* **STORED DATA**
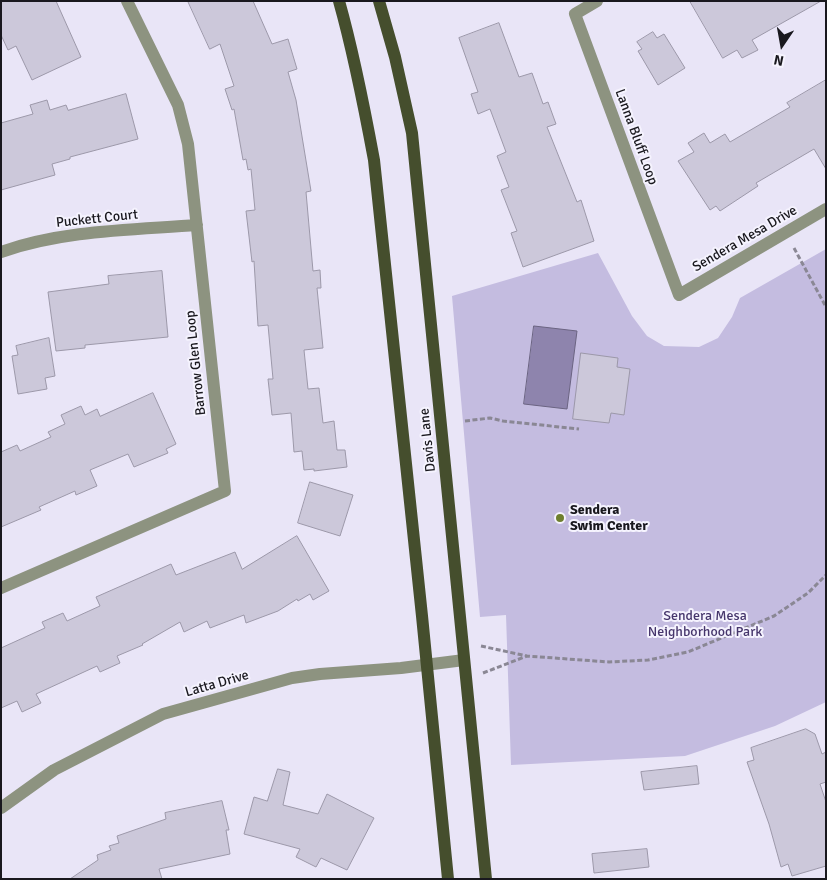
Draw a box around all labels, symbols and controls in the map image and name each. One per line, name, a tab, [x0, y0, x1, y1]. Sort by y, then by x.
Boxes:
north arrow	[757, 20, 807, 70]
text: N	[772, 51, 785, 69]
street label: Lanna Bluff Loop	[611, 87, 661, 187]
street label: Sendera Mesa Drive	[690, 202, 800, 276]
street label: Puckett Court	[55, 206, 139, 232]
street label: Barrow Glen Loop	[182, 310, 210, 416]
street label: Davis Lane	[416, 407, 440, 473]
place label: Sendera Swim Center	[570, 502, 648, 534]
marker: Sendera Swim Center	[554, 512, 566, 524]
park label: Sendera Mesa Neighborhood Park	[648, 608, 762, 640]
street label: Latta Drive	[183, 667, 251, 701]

* **WHAT THE EXERCISE ASKS**
From the entries above, write out every line without a single change, skipping the images.

* **SOLUTION TO THE PROBLEM**
Draw a box around all labels, symbols and controls in the map image and name each. One per line, name, a tab, [x0, y0, x1, y1]. Sort by y, then by x.
Boxes:
north arrow	[757, 20, 807, 70]
text: N	[772, 51, 785, 69]
street label: Lanna Bluff Loop	[611, 87, 661, 187]
street label: Sendera Mesa Drive	[690, 202, 800, 276]
street label: Puckett Court	[55, 206, 139, 232]
street label: Barrow Glen Loop	[182, 310, 210, 416]
street label: Davis Lane	[416, 407, 440, 473]
place label: Sendera Swim Center	[570, 502, 648, 534]
marker: Sendera Swim Center	[554, 512, 566, 524]
park label: Sendera Mesa Neighborhood Park	[648, 608, 762, 640]
street label: Latta Drive	[183, 667, 251, 701]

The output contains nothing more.